Carter opened the 1,600-square-foot restaurant in early 2015, with his mom, Terry, and her business partner, Scott Marvin, backing his vision. Thus far, it's paid off as the shopping plaza cafe-a spinoff of Carter's three-year-old food truck with the same name-has been packing in diners hungry for complex salads (like charred peach and chevre with strawberries, candied pecans, crispy bacon and a honey goat-cheese dressing) and grass-fed burgers (including the Pork Jowl and Avocado with crispy jowl, fried onions and guajillo barbecue sauce).

"We wanted to start with a simple concept that people could relate to," says the Columbus Culinary Institute at Bradford School grad. He's managing a scratch kitchen, crafting even basic ingredients like mayonnaise, ketchup, and barbecue sauce. "It's kind of a craft burger and salad joint during lunch time. The cool thing about this place is the menu is always going to change depending on what we can get our hands on."

Ingredients are sourced as locally as possible from respected farms, including Bluescreek Farm Meats, Snowville Creamery and Hirsch Fruit Farm.

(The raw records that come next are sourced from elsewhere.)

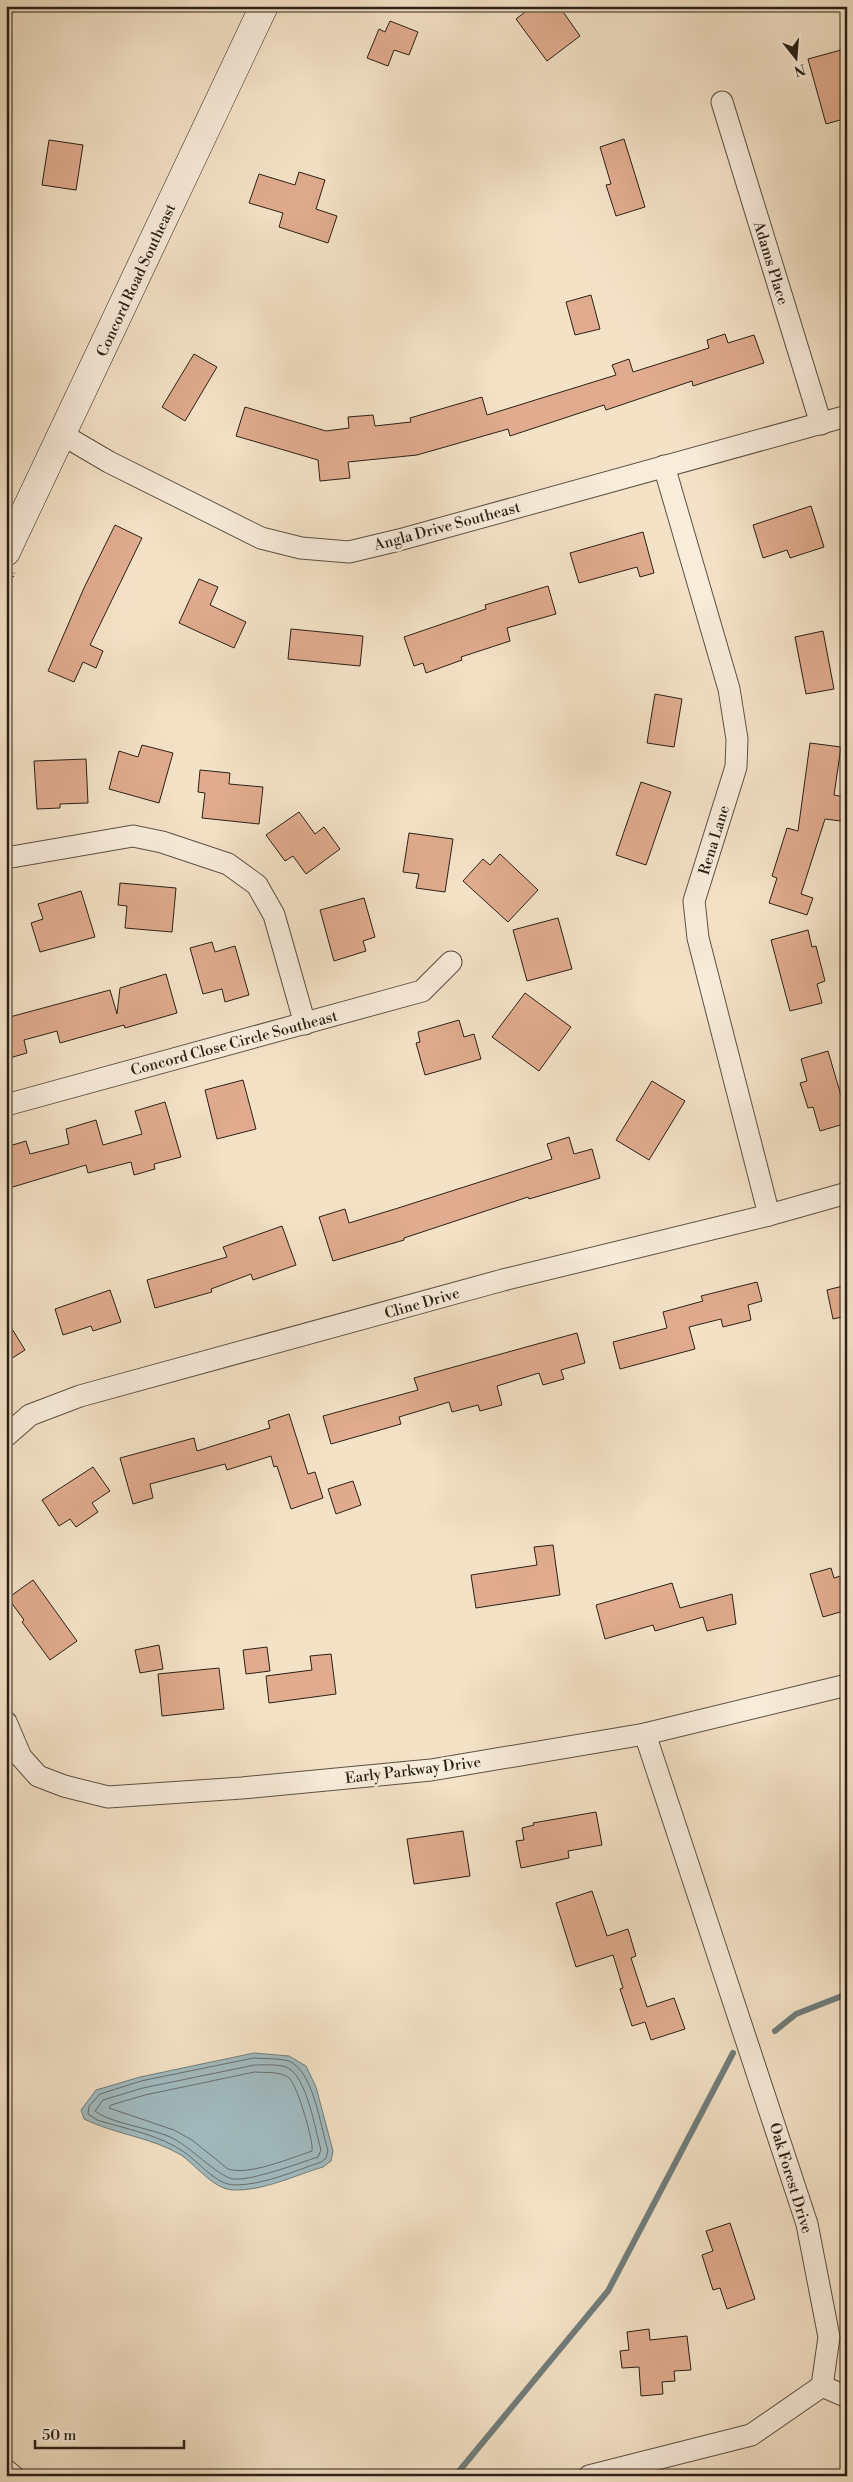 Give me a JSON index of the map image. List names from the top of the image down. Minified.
{"streets":{"street":["Adams Place","Concord Road Southeast","Angla Drive Southeast","Rena Lane","Concord Close Circle Southeast","Cline Drive","Early Parkway Drive","Oak Forest Drive"]},"crossings":[["Adams Place","Angla Drive Southeast"],["Concord Road Southeast","Angla Drive Southeast"],["Angla Drive Southeast","Rena Lane"],["Rena Lane","Cline Drive"],["Early Parkway Drive","Oak Forest Drive"]],"scale_bar":"50 m","north":"bottom"} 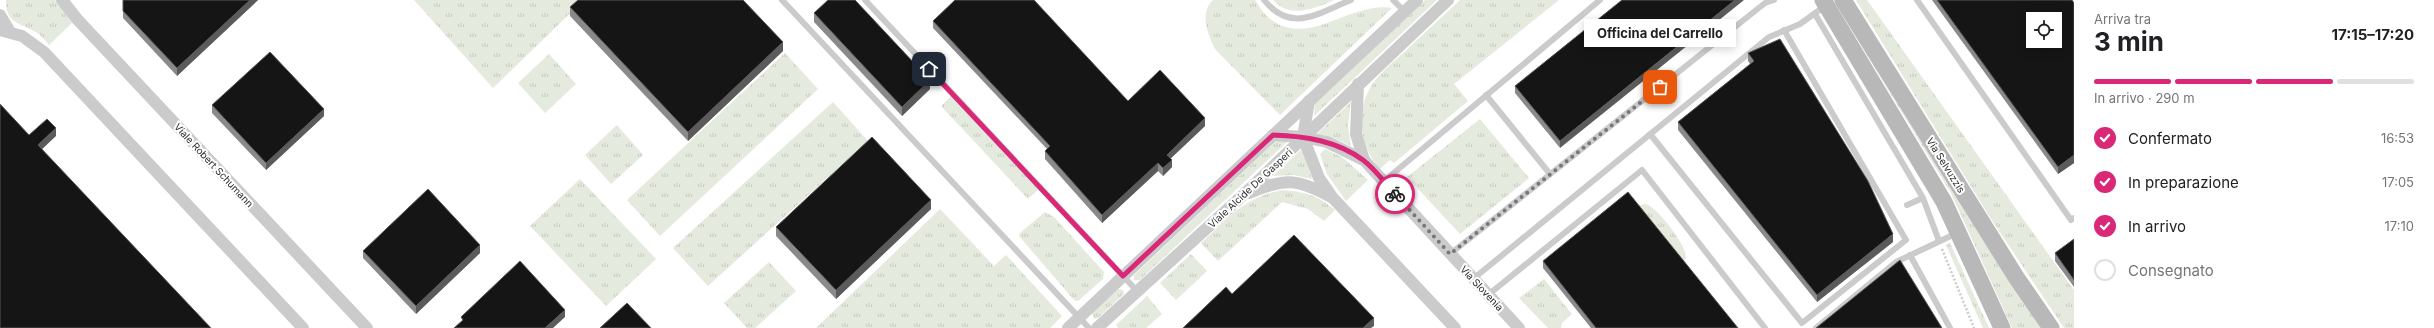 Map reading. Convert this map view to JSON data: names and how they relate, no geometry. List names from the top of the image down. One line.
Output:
{"streets":{"main road":["Via Selvuzzis"],"street":["Viale Robert Schumann","Viale Alcide De Gasperi","Via Slovenia"]},"crossings":[["Viale Alcide De Gasperi","Via Slovenia"]],"places":["Officina del Carrello"],"page":{"heading":["3 min","Arriva tra","17:15–17:20"],"bubble":"Officina del Carrello","bar":"In arrivo · 290 m","list":[["Confermato","16:53"],["In preparazione","17:05"],["In arrivo","17:10"],"Consegnato"]}} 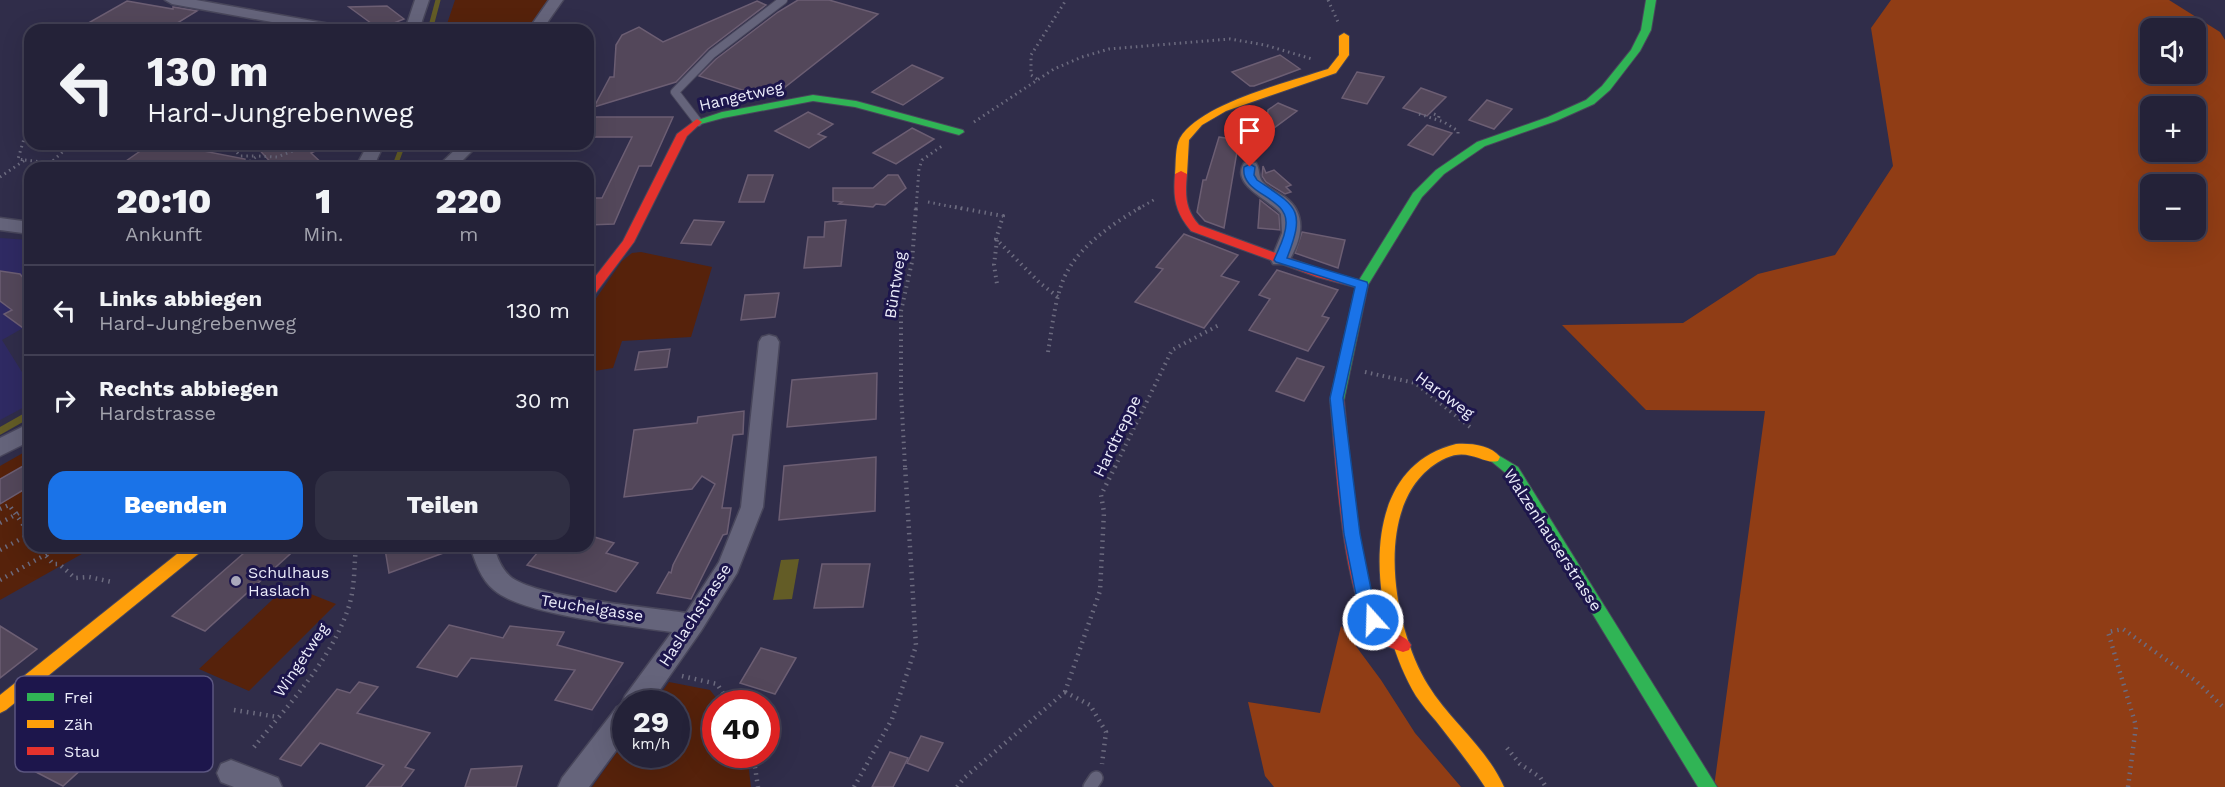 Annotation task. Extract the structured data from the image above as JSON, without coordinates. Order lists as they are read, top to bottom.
{
  "streets": {
    "street": [
      "Hangetweg",
      "Walzenhauserstrasse",
      "Teuchelgasse",
      "Haslachstrasse"
    ],
    "path": [
      "Büntweg",
      "Hardweg",
      "Hardtreppe",
      "Wingetweg"
    ]
  },
  "crossings": [
    ["Hangetweg", "Büntweg"],
    ["Hardweg", "Walzenhauserstrasse"],
    ["Teuchelgasse", "Haslachstrasse"]
  ],
  "places": ["Schulhaus Haslach"],
  "legend": ["Frei", "Zäh", "Stau"],
  "page": {
    "map_buttons": ["+", "−"],
    "turn": ["130 m", "Hard-Jungrebenweg"],
    "eta": [
      "20:10",
      "Ankunft",
      "1",
      "Min.",
      "220",
      "m"
    ],
    "list": [
      {
        "name": "Links abbiegen",
        "note": "Hard-Jungrebenweg",
        "value": "130 m"
      },
      {
        "name": "Rechts abbiegen",
        "note": "Hardstrasse",
        "value": "30 m"
      }
    ],
    "buttons": ["Beenden", "Teilen"],
    "speed": "29 km/h",
    "limit": "40"
  }
} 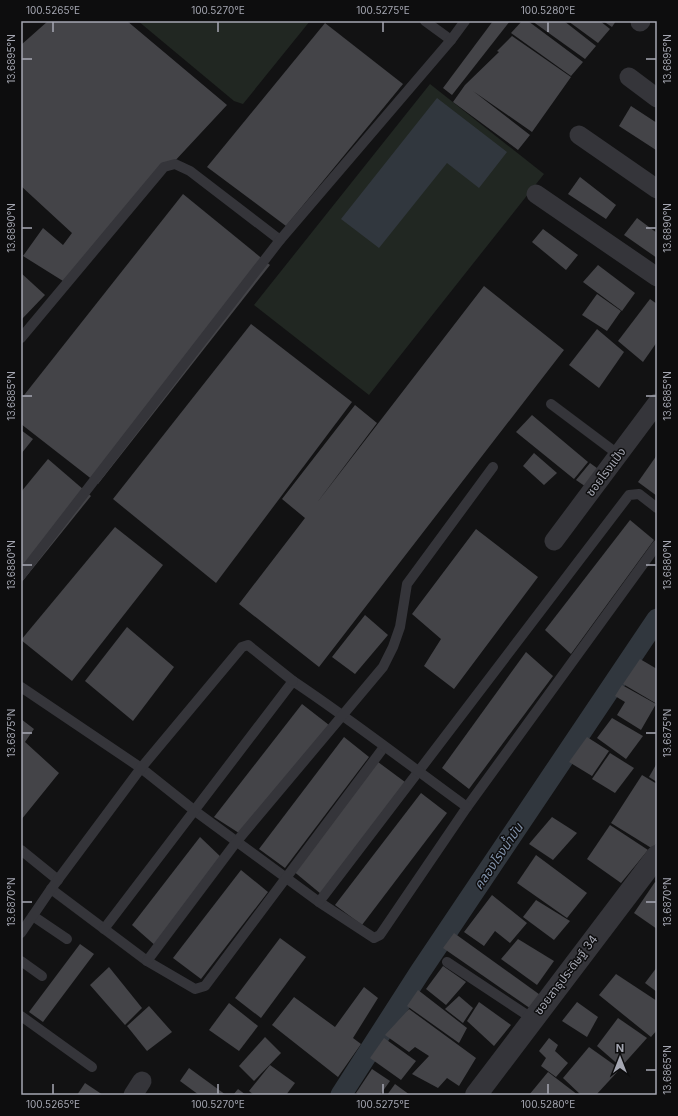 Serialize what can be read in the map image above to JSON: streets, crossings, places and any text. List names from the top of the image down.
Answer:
{
  "streets": {
    "street": ["ซอยโรงแป้ง", "ซอยสาธุประดิษฐ์ 34"]
  },
  "water": ["คลองโรงน้ำมัน"],
  "north": "top",
  "coordinates": [
    "100.5265°E",
    "100.5270°E",
    "100.5275°E",
    "100.5280°E",
    "13.6895°N",
    "13.6890°N",
    "13.6885°N",
    "13.6880°N",
    "13.6875°N",
    "13.6870°N",
    "13.6865°N"
  ]
}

Immediate growth can be seen in the addition of dinner service in September. The opening menu, which will rotate regularly, included dishes like lobster ravioli with Sriracha butter, crispy soft-shelled crab with corn and tomato and seared scallops with bruleed bananas-a big hit, Carter says.

"In a dim restaurant like this at night, you put that dish in front of somebody and there's deception to it-you don't know what's the banana and what's the scallop," he says. "When I ate the bruleed banana with the scallop, the natural sweetness of the banana brings out the sweetness of the scallop."

Carter doesn't want to be known as a chef-activist, even though he speaks like one. He's just happy customers seem to be responding to his message. He says: "Food is special to me, food is life, food is love. I just want to present something natural and holistic on a plate."